Okay, so you joined a club. Now you get to buy one of them there cool looking pajama uniforms. After all, half the coolness of joining a martial art is looking tough in one’a them there white PJ’s, right?
Of course, you do run the risk of putting it the outfit on WRONG and then you look like a total dorkwad, too. So for the complete beginner, here’s a little primer on how to wear those white pajamas. Or, we should call them keikogi (practice outfits); or more succinctly, depending on what you practice: judogi (outfit for judo), karategi (outfit for karate), kendogi…or simply dogi…well, you get the idea.
So that’s the terminology. A practice “uniform” is a something-or-other-gi, the “gi” meaning something you wear. For kendo and aikido people, you also strap on a hakama, a sort of wide breeches. It’s not a dress. It’s got pants legs, albeit they’re very wide, to allow for a wide freedom of movement.
To hold the top together, you use an obi, or cloth belt. For many Japanese martial arts systems, the obi color also denotes what rank you are; white or different colored belts to brown signify a –kyu level (such as sankyu, or third kyu), black means “black belt,” or yudansha (“someone who holds a dan rank). Kodokan judo also instituted teaching ranks, or professorship, which are signified by a yudansha being allowed to wear a checkered red and white belt. We’ll discuss the significance of the belt and the kyu-dan system later.
For now: the clothes.
When I was researching the origins of the white keikogi for an article in Furyu, I found scant historical resources. No one really knows its exact origins, although it’s pretty clear that Kano Jigoro, the founder of Kodokan judo, was probably involved in its development. He standardized the white cotton, thickly woven practice outfit used by judo players when he developed judo in the late 1800s, early 1900s. Like his own judo, the judogi was probably an amalgam of what he thought were the best, most logical and most practical points of traditional Japanese wear and Western athletic wear. Instead of hakama, he opted for a simple pair of pants and a jacket that could be grappled and pulled and yanked without tearing apart. The simple white outfit was practical as well as philosophically compatible with his concept of modern judo: a Western-style athletic endeavor that nevertheless contained some elements of traditional Japanese style shugyo, or austere mental, spiritual and physical training.
As such, the judogi was simple, austere, tough and without any ostentation.
Although there were antecedents, Kano appears to have been the one who really popularized this type of training outfit. In addition, Kano also popularized the kyu-dan ranking system. And we’ll talk about that later as well.
In due time, aikido and karate adapted the judogi.
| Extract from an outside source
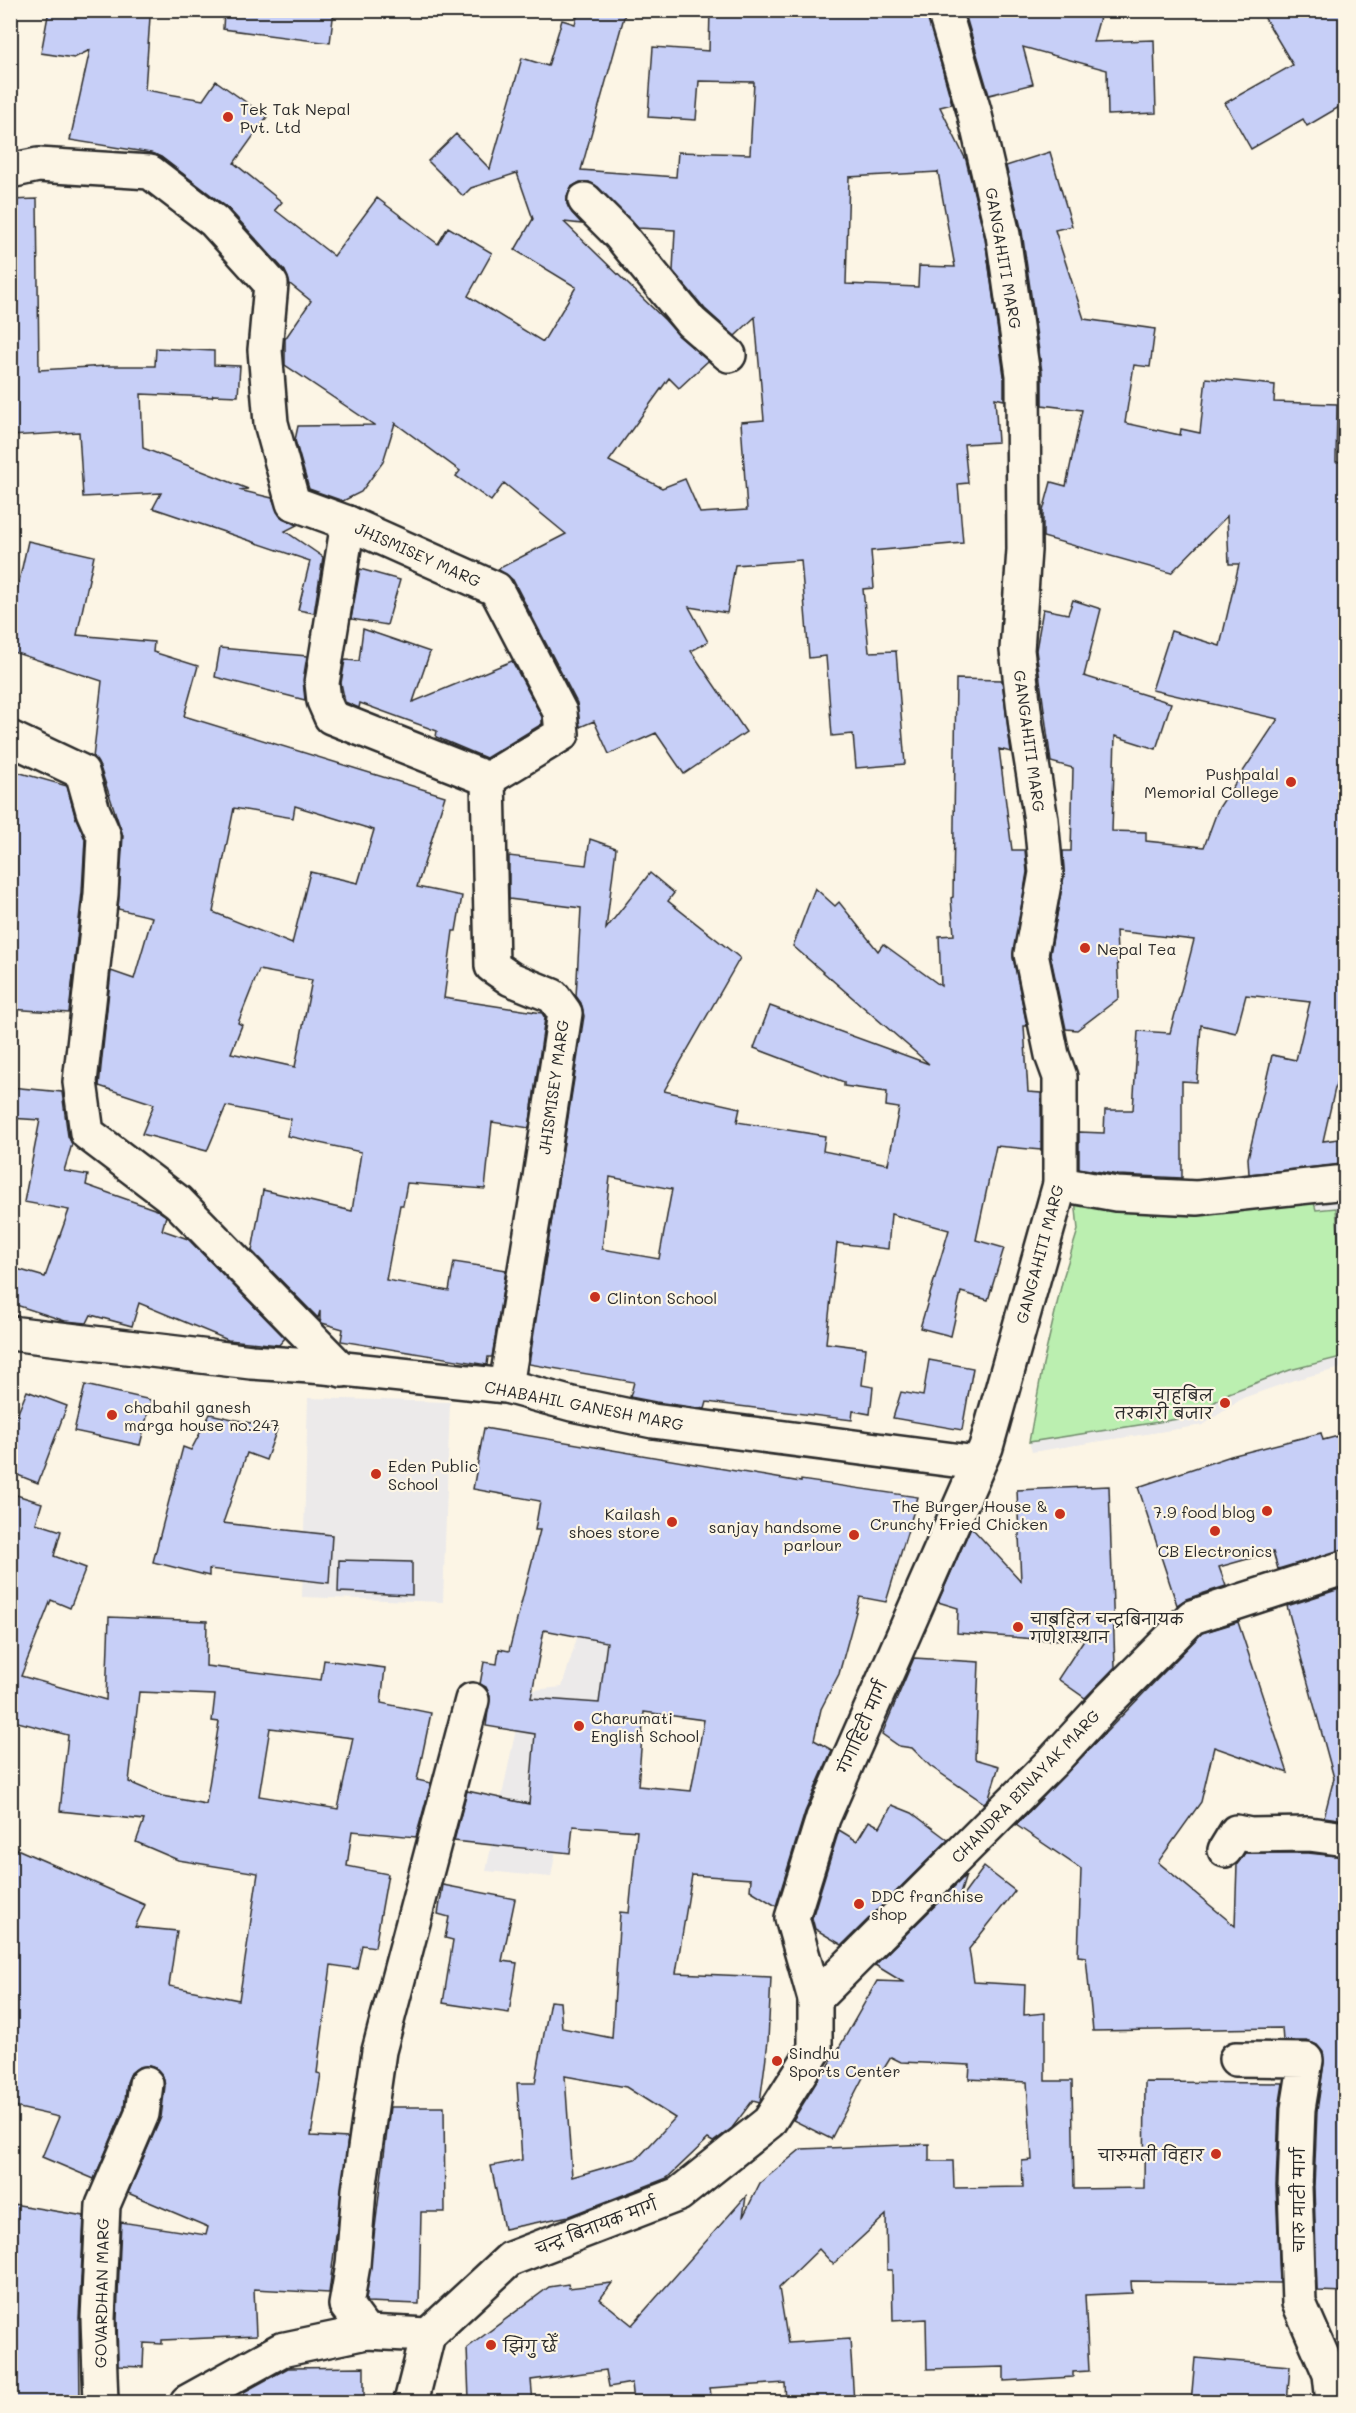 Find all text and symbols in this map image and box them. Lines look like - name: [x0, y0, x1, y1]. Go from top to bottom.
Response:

One karate friend who has interviewed a lot of prewar Okinawan karate masters noted that some of them have alluded that early 20th Century karate was often done bare-chested, sans the stereotypical karategi. There were, they conjectured, two reasons for this: one, the Okinawan practitioners were often poor, and could ill afford specialized training outfits. And/or, in any case, when doing dynamic tension exercises, the sensei (teacher) could tell if the right muscle groups were being utilized by the student if he could see their muscles contracting and expanding. Hence, even now when doing a kata like Sanchin, many male practitioners take off their gi tops.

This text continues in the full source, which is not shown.